TASK GOAL:
Return each line of the listing in which the word "Minified" appears.
::::::::
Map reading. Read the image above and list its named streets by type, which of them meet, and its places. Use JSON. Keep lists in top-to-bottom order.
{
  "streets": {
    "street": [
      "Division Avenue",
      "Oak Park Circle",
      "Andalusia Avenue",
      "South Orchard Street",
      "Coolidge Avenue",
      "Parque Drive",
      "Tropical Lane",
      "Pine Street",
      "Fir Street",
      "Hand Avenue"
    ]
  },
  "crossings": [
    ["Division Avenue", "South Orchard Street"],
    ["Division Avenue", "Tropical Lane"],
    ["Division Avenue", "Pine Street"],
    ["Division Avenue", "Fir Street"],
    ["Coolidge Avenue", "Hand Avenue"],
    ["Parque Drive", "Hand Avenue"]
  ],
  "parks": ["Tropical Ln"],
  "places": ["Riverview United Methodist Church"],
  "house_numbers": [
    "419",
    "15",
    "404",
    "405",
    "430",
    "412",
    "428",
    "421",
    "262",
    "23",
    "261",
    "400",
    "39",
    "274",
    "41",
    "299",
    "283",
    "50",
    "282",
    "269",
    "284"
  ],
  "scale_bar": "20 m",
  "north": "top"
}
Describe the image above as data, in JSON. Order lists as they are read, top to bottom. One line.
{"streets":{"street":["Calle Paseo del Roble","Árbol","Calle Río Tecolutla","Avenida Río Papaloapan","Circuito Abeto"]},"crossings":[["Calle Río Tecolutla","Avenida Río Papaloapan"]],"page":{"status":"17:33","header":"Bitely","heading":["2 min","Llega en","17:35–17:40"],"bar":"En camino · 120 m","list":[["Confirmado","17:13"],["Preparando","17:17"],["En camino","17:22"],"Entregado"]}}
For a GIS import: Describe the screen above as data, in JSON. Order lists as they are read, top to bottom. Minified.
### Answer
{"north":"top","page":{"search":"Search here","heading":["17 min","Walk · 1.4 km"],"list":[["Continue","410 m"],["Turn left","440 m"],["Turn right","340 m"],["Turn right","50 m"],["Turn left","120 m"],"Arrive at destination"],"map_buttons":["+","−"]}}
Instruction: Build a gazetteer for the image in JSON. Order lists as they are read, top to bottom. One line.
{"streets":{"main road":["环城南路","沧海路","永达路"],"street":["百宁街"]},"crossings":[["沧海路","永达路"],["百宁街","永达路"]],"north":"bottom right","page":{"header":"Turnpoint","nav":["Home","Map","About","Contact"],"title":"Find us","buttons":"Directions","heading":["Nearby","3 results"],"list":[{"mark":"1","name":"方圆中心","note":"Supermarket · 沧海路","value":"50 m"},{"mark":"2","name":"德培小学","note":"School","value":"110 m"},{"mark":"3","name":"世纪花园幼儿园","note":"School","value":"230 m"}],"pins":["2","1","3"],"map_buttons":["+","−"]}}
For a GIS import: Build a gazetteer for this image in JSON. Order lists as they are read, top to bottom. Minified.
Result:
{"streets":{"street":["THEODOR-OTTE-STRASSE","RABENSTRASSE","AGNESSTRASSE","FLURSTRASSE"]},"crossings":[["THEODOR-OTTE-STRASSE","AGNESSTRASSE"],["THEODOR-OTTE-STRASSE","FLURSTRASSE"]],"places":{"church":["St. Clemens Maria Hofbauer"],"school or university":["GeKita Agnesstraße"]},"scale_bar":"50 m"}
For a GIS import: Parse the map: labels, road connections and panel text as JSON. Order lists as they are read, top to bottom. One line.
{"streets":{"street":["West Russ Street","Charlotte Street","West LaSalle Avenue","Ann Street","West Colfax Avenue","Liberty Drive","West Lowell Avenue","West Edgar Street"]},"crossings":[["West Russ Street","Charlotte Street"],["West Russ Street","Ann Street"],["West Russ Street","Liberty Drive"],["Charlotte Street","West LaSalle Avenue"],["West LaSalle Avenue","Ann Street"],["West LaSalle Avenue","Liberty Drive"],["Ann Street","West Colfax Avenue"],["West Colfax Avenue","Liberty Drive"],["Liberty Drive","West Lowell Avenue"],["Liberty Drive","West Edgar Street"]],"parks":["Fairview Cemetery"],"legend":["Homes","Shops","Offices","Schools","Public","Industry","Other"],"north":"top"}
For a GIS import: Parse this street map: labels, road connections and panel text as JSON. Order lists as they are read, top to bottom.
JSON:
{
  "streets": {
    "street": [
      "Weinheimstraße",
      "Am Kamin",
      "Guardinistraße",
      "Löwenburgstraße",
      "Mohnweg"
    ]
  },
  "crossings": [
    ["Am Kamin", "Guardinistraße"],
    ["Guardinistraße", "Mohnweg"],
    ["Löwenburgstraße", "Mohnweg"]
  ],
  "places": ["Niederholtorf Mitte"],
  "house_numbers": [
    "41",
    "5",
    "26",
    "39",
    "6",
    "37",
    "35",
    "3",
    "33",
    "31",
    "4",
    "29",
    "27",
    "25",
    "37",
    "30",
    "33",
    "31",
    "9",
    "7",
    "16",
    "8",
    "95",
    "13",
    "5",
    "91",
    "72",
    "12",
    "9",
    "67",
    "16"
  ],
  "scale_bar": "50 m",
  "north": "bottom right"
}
::::::::
TASK ANSWER:
For a GIS import: Describe the screen above as data, in JSON. Order lists as they are read, top to bottom. Minified.
For a GIS import: Build a gazetteer for this image in JSON. Order lists as they are read, top to bottom. Minified.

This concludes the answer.